The federal government should make ”robust reforms” to the Access to Information Act to finally bring the law into the 21st century, says an independent report card on Canada’s transparency efforts.
The review released Thursday also calls for specific funding of federal openness commitments, better takeup of advice from interested parties and more co-operation with First Nations on transparency issues.
The report was conducted as part of the Open Government Partnership’s evaluation scheme, which does progress assessments for each of the global partnership’s 75 member governments, including Canada, which began participating in 2011.
Michael Karanicolas, president of the Right to Know Coalition of Nova Scotia, was selected by the partnership to carry out the task for Canada. He held consultations in Toronto, Ottawa, Montreal and Halifax, and spoke with officials from 16 government agencies and departments.
The report is intended to help develop Canada’s fourth open government plan under the partnership umbrella.
“There is no question that the landscape for open government in Canada has improved dramatically since the last election,” Karanicolas said.
“However, now that the low-hanging fruit has been plucked, Canada is at a crossroads. There is potential for Canada to establish itself as a global open government leader, but this will require bold and ambitious proposals, rather than more incremental steps forward.”
EDITORIAL: Undermining the information act
Canada made 22 commitments in its third action plan, from increasing digital access to museum collections and scientific data to enhancing openness about government spending.
Progress in some areas has been impressive, such as efforts to make information about Canada’s grants and contributions funding more transparent, Karanicolas says. ”However, consultation with civil society across the country uncovered a widespread feeling that the government could be doing more.”
Although Canada’s latest set of promises mentioned improvements to the Access to Information Act, which gives citizens access to federal files for a $5 fee, ”that appears to have been a false dawn” as substantial reforms were not forthcoming, the report says.
The Trudeau government introduced legislation last June that would give the information commissioner new authority to order the release of files, as well as entrench the practice of routinely releasing records such as briefing notes and expense reports.
The Liberals hail the bill as the first real modernization of the access law since its inception in 1983.
But the commissioner’s office and civil society groups have panned the proposals as too timid, or even a step backwards.
“Access to information is a central pillar of open government, such that Canada’s lack of progress on this critical indicator is beginning to overshadow the excellent work being done elsewhere,” Karanicolas’ report says.
He notes that many studies have drawn similar conclusions about what needs to be done, namely: expanding the right to file access requests to the offices of cabinet and the prime minister; creating a duty for officials to write things down; introducing binding timelines for responding to requests; and narrowing the broad exceptions that allow agencies to withhold information.

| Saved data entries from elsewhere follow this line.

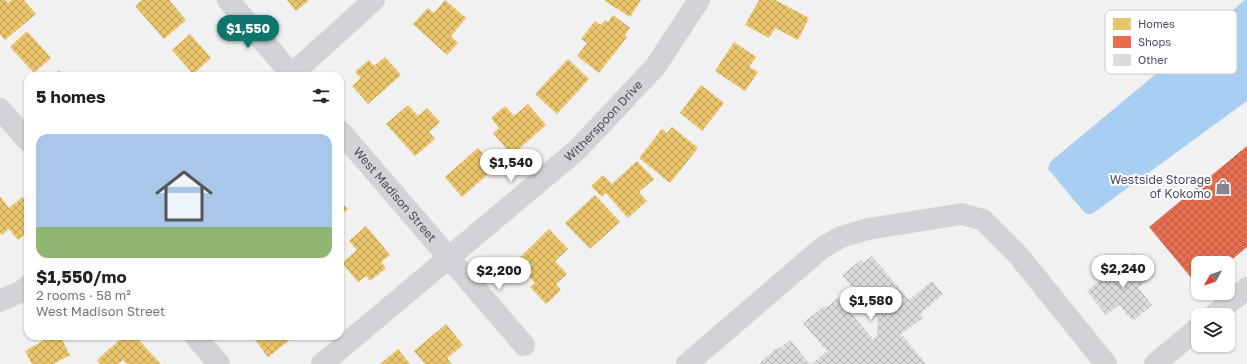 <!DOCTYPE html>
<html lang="en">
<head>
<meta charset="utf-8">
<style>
  :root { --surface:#fff; --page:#f6f6f6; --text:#222; --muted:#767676; --line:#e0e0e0; --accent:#0f766e }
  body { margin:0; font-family:"Golos Text",sans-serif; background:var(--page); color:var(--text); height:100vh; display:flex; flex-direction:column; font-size:15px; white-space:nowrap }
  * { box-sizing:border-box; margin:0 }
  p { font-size:13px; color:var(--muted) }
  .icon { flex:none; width:22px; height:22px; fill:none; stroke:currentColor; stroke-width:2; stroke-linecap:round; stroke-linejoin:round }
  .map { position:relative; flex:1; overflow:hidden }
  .sheet { position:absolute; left:24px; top:72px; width:320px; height:268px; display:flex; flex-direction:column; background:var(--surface); border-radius:12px; box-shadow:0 1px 3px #0004 }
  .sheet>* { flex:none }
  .needle { width:26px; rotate:230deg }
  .controls { position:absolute; left:1191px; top:256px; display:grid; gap:8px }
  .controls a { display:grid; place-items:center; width:44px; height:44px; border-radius:8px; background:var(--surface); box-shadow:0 1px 3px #0004; font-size:20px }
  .price { position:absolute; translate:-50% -34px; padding:0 9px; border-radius:14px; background:#fff; color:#222; font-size:13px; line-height:26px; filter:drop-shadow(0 1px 2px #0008) }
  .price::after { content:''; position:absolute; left:50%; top:24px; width:12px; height:9px; margin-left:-6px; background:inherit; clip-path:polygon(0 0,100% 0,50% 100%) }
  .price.selected { background:var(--accent); color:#fff }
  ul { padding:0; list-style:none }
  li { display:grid; align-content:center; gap:8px; height:212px; padding:0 12px }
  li+li { border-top:1px solid var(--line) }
  li span { display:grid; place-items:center; height:124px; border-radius:12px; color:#555 }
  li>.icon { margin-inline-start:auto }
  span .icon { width:72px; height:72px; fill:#fffc; stroke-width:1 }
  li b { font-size:17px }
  h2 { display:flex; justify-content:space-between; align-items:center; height:48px; padding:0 12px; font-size:17px }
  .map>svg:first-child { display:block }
</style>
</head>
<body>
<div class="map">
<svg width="1247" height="364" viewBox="0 0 1247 364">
  <defs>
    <pattern id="homes-cross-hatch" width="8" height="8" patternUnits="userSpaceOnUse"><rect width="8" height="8" fill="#e9c46a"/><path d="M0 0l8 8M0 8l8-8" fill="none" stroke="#bfa15a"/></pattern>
    <pattern id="shops-cross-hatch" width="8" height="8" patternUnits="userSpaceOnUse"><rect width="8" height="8" fill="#e76f51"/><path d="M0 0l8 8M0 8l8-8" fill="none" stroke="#bd5d46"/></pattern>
    <pattern id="building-cross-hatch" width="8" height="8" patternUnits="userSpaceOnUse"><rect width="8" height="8" fill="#dbdadd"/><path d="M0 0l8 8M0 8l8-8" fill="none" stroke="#b3b3b6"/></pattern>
  </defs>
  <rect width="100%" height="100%" fill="#f2f1f1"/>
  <path fill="#a8cef1" d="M1245,0H1247V101L1092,214H1087L1084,212L1048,169L1050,162Z"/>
  <path fill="url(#homes-cross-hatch)" d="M0,0H6L9,3L11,0H24L36,14L5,40L0,34Z
    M142,0H169L186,20L164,39L135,6Z
    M287,0H309L296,11Z
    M445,0L466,18L451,36L458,43L447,55L413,24L428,8L434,13Z
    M605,0H641L630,17L605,1Z
    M759,0H775L809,18L798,40L775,28L769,38L745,25Z
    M613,15L630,28L625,35L627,37L599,73L577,56L587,43L581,39L595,21L601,25L605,20L608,22Z
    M27,31L51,58L34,73L10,47Z
    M190,34L211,58L193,74L172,50Z
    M734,42L756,57L749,67L758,72L745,91L715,71Z
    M385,57L401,75L368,104L352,86L361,78L355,72L369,60L374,66Z
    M568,59L589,79L557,114L535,94Z
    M59,70L65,76H52Z
    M701,85L724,103L702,131L680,113Z
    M528,104L546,125L512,155L493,133L499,128L491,118L505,106L514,116Z
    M408,105L418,116L427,108L440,122L429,132L435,139L415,156L386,124Z
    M672,127L698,148L670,183L639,158L662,129L667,133Z
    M478,148L495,168L462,197L445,177Z
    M637,161L654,179L639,192L647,201L628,218L606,193L602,197L591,186L603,175L612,184Z
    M595,195L620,222L590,249L565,223Z
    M0,196L9,208L22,197L28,204V232L18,240L9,229L2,235L0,232Z
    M340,201L348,209L340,216Z
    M366,226L390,255L381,262L386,268L370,281L366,276L358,282L342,263L357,250L349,241Z
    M549,229L568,249L555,261L567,274L556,284L561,290L546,304L530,287L535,283L515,262Z
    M446,324L463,345L447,358L452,364H425L414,351Z
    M52,336H60L70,355L53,364H32L25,351Z
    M124,336H135L161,364H127L123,360L118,364H100L97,360Z
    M252,336H295L268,357Z
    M398,349L410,364H380Z"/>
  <path fill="url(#shops-cross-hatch)" d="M1247,146V247L1228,263H1198V286L1149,227Z"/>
  <path fill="url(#building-cross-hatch)" d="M1133,253L1153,276L1138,288L1152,305L1133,321L1119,305L1106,315L1087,291Z
    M872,256L909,300L932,281L943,294L920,314L923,318L901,334L926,364H812L827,351L803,323L824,306L826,308L838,298L873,339L877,335L878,318L842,275L861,260L863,263Z
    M790,340L810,364H758L778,347L779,349Z"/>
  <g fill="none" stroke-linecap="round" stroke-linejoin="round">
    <g stroke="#d3d3d7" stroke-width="22">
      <path d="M228,0L293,76"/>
      <path d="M292,74L374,0"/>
      <path d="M0,109L28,141"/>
      <path id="s1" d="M340,131L524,345"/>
      <path d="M0,301L22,291L28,286"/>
      <path d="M1214,315L1247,288"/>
      <path d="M195,336L219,364"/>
      <path id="s2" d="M322,364L577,150L655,67L699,0"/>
      <path d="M687,364L822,248L841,237L868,229L962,214L983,220L1018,255L1106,364"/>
      <path d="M1155,364L1198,328"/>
    </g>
  </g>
  <defs>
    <g id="shop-bare" transform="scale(1.2)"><path d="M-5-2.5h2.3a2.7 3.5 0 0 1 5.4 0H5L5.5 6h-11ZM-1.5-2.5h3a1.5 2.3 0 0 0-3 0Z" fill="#838692" stroke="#fff" stroke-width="2.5" paint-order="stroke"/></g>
  </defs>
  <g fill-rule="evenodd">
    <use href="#shop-bare" x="1223" y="187"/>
  </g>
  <g text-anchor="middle" stroke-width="4" stroke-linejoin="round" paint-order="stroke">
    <g font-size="12" fill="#474d5f" stroke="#fff">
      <text dy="4" stroke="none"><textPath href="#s2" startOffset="372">Witherspoon Drive</textPath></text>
      <text dy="4" stroke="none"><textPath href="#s1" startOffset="84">West Madison Street</textPath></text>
    </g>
    <g font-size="12" fill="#474d5f" stroke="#fff" text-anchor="end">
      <text x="1211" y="184">Westside Storage<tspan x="1211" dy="14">of Kokomo</tspan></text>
    </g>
  </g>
  <rect x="1105" y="10" width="132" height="64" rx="6" fill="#fff" stroke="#c8cacf" stroke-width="1"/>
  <rect x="1113" y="18" width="18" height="12" fill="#e9c46a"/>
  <rect x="1113" y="36" width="18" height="12" fill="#e76f51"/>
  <rect x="1113" y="54" width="18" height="12" fill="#dbdadd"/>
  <g font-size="11" fill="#474d5f">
    <text x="1138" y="28">Homes</text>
    <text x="1138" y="46">Shops</text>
    <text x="1138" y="64">Other</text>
  </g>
</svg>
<div class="controls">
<a><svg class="needle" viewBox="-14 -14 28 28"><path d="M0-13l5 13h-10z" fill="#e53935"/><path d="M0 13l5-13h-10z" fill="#767676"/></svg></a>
<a><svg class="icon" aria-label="layers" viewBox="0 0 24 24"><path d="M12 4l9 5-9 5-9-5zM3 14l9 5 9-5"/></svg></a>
</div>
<b class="price selected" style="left:248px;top:49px">$1,550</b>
<b class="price" style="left:511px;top:183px">$1,540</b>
<b class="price" style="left:1123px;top:289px">$2,240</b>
<b class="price" style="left:499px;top:291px">$2,200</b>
<b class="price" style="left:871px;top:321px">$1,580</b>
<section class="sheet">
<h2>5 homes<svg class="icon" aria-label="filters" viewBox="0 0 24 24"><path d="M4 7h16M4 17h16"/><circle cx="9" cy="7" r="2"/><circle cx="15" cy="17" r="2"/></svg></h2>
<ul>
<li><span style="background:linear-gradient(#a9c7e8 75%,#8fb573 0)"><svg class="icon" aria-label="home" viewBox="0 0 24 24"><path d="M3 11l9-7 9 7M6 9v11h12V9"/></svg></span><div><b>$1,550/mo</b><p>2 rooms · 58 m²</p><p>West Madison Street</p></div></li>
</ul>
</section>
</div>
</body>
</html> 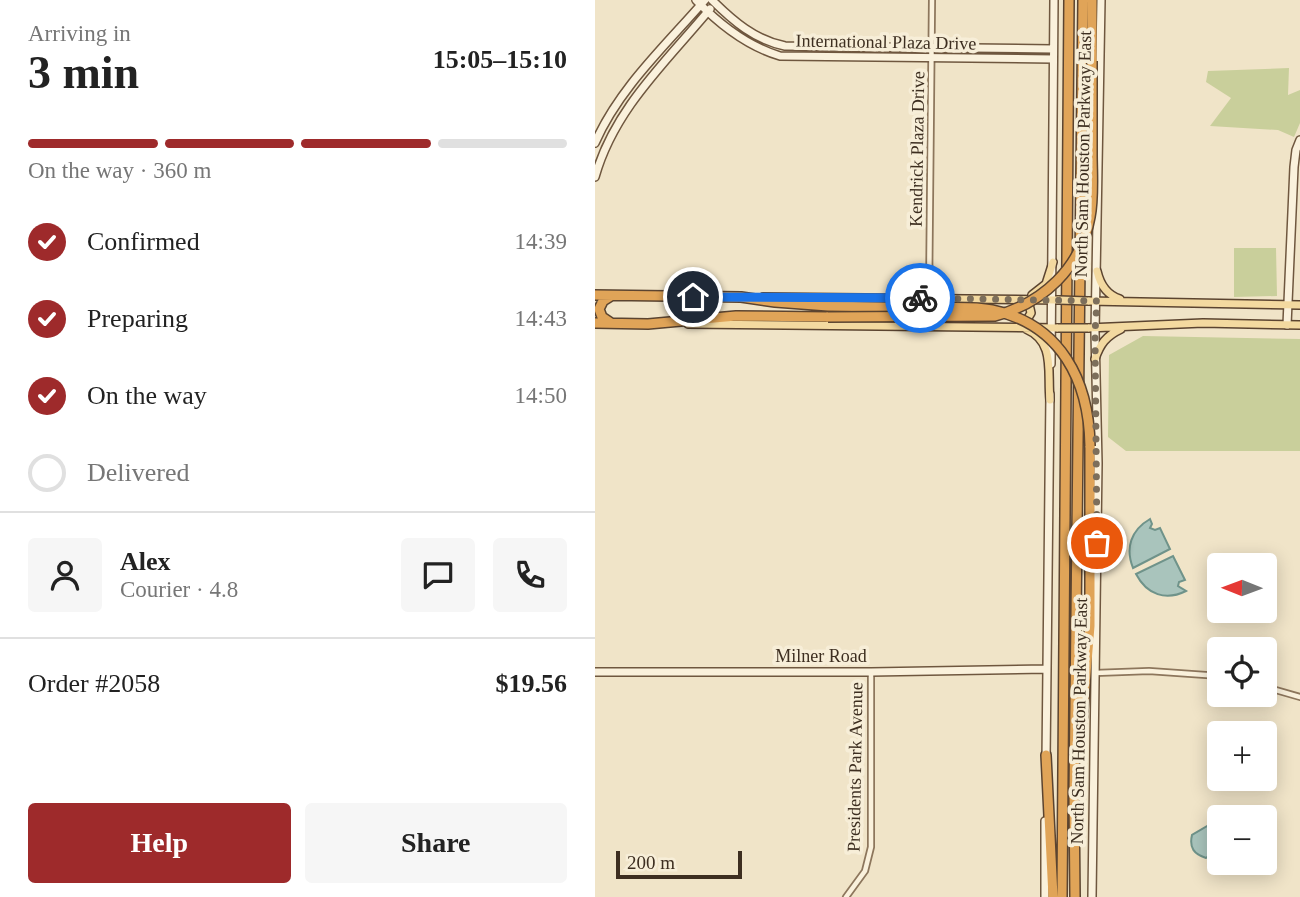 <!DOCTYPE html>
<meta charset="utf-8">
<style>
body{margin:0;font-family:Georgia,serif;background:#f6f6f6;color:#222;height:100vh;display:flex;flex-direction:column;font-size:26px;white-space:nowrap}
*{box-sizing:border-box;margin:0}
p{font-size:23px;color:#767676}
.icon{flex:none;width:38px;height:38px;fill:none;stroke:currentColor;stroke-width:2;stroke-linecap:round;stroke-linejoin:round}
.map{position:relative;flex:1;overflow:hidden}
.panel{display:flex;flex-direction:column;background:#fff;width:595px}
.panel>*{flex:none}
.needle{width:46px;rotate:271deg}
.fabs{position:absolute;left:612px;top:553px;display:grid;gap:14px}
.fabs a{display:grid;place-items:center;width:70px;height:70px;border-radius:7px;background:#fff;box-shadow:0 4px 18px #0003;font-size:35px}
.scale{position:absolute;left:21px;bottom:18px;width:126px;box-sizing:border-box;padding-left:7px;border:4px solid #3d2e20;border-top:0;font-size:19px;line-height:24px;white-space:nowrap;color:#3d2e20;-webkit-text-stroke:5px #f7eed8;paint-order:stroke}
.pin{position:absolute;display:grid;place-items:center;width:60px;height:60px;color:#fff;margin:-30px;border:4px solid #fff;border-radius:50%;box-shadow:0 2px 7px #0007}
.courier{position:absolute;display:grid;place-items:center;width:70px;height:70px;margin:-35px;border:5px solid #1a73e8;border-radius:50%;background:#fff;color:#222;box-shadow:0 2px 9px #0007}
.head em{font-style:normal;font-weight:600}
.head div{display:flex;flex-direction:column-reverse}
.head{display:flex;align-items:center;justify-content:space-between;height:119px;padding:0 28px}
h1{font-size:46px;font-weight:600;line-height:52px}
.bar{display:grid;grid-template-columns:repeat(4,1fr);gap:10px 7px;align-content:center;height:84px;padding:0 28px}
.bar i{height:9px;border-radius:5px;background:#e0e0e0}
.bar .active{background:#9e2a2b}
.bar p{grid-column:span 4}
.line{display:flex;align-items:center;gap:18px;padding:0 28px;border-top:2px solid #e0e0e0}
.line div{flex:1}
.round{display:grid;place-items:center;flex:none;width:74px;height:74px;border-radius:7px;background:#f6f6f6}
ol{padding:0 28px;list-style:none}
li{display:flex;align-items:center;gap:21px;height:77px}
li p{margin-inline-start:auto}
li .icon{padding:7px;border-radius:50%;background:#9e2a2b;color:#fff;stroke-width:4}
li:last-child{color:#767676}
li i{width:38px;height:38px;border:4px solid #e0e0e0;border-radius:50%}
.button{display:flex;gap:14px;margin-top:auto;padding:14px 28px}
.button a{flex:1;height:80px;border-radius:7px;background:#9e2a2b;color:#fff;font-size:28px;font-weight:600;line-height:80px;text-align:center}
.button a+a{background:#f6f6f6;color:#222}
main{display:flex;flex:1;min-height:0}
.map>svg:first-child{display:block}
</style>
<main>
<section class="panel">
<div class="head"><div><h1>3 min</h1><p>Arriving in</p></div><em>15:05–15:10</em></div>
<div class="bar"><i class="active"></i><i class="active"></i><i class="active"></i><i></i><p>On the way · 360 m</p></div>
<ol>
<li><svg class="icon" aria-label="check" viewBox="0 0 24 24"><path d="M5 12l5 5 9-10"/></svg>Confirmed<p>14:39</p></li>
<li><svg class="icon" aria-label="check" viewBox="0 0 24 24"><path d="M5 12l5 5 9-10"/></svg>Preparing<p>14:43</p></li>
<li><svg class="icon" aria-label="check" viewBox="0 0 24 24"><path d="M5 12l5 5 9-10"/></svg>On the way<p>14:50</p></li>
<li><i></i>Delivered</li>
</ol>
<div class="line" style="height:126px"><a class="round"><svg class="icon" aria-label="person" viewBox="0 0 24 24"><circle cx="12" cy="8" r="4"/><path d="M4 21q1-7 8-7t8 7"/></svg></a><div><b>Alex</b><p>Courier · 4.8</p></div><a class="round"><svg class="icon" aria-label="chat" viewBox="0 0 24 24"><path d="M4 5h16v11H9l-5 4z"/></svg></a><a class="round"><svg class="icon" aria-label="phone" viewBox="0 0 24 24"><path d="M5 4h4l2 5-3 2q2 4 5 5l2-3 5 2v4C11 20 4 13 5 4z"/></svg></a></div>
<div class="line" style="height:91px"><div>Order #2058</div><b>$19.56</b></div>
<div class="button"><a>Help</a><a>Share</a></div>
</section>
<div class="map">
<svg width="705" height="897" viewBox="0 0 705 897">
<rect width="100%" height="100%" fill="#f0e4c8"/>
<path fill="#c9cf9b" d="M694,68L693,95L705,90V123L699,137L683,130L615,126L636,98L611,82L613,71Z
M681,248L682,296L639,297V248Z
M548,336L705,339V451H531L513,437L514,355Z"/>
<path fill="#a9c4bc" stroke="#6f938a" stroke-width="2" d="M555,519L557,524L555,528L560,530L565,528L575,549L538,568C530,548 536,530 555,519Z
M578,556L590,580L584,582L583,586L591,591C571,601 552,595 541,574Z
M625,823C625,836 623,850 611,858C599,854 594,848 597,835L614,825Z"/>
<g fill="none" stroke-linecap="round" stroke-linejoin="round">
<g stroke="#8d765c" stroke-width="8">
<path id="street" d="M334,298L337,0
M500,673L554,671L625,676
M670,687L705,697
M251,897L270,871L276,847V672"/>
</g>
<g stroke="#6f573f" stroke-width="10">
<path id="secondary" d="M101,0C124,24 152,46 185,56L458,59
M117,0C138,21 160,40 190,46L458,49
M0,143C24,88 71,45 110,0
M0,177C19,109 71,62 115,9
M692,325L699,167L701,150L705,140
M456,364L459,0
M0,672H276L452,669
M451,760L455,394
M450,897V821
M497,897L503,463L500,332L506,0"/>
</g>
<g stroke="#5b4430" stroke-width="10">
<path id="primary" d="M502,271C505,284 512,295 525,299
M437,295L451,284L458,262
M168,297L464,300
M493,301L705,305
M426,323H430L436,313L434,304L430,302
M93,324L463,328
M493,328L608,323L705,325
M431,329C461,342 452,372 455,400
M500,359C505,344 511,336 526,329"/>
</g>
<g stroke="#5b4430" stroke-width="12">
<path id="highway" d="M497,61V0
M0,295L146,297L180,302L233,306L332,308
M0,323L53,324L141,316L233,317
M16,323L7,317L4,309L8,301L16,296
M485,745L495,626V446
M451,755L458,897
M467,897L474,0
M480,897L479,795L488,0"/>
</g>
<use href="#street" stroke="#faf1dc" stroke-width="4.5"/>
<use href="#secondary" stroke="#faf1dc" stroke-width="7"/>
<use href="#primary" stroke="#f3d9a0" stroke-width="7"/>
<use href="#highway" stroke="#e0a458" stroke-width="9"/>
<g stroke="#5b4430" stroke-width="10" stroke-linecap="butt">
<path id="primary-bridge" d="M464,300L493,301
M463,328H493"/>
</g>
<g stroke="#5b4430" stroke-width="12" stroke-linecap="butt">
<path id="highway-bridge" d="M332,308C353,308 376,306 397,310C466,324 494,381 495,446
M233,317L400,316C448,303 486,268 495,217C499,197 497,174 497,153C497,122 497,92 497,61"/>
</g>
<use href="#primary-bridge" stroke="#f3d9a0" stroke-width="7"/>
<use href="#highway-bridge" stroke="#e0a458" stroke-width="9"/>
</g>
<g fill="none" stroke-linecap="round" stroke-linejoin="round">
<path stroke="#7c6e5b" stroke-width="7" stroke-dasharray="0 12.6" d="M325,298L502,301L500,332L502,543"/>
<path stroke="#1a73e8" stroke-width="9" d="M98,297L325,298"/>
</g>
<g text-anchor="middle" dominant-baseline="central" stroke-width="7" stroke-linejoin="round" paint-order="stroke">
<g font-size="18" fill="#3d2e20" stroke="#f7eed8">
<text transform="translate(291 42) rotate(1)">International Plaza Drive</text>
<text transform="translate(322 149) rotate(-89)">Kendrick Plaza Drive</text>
<text transform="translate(488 154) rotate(-89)">North Sam Houston Parkway East</text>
<text x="226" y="656">Milner Road</text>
<text transform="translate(484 721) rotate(-89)">North Sam Houston Parkway East</text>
<text transform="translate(260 767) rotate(-89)">Presidents Park Avenue</text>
</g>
</g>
</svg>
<div class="fabs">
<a><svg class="needle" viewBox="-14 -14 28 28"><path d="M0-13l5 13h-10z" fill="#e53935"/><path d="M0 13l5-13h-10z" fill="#767676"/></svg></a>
<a><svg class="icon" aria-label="locate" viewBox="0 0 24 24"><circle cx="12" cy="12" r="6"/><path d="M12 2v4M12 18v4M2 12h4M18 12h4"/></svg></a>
<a>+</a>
<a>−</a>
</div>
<div class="scale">200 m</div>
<div class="pin" style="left:502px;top:543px;background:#ea580c"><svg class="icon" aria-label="bag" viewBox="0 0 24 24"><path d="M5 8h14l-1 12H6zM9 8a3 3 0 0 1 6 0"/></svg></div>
<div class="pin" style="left:98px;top:297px;background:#1f2937"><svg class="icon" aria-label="home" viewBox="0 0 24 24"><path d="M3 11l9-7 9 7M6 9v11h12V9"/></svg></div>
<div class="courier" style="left:325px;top:298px"><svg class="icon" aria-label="bike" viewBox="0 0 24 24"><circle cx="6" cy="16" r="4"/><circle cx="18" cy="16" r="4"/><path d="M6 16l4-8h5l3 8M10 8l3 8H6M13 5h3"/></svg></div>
</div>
</main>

In general, civil society groups want assurances the government will actually incorporate their ideas and priorities into the next open government plan, to be finalized later this year, the report says.
Many felt the government entered the last round of consultations “with a fairly clear idea of the commitments they sought to include and, at best, the civil society participants could offer minor tweaks to these plans.”
The report also points out the special sensitivities around Indigenous needs to assert local control over information collected by and about First Nations communities, especially against the backdrop of the broader push for openness in the federal sphere.
Canada has a role in making the case for the benefits of openness, and to help train and equip “open data champions” from First Nations communities with the resources to pursue such policies, the report adds.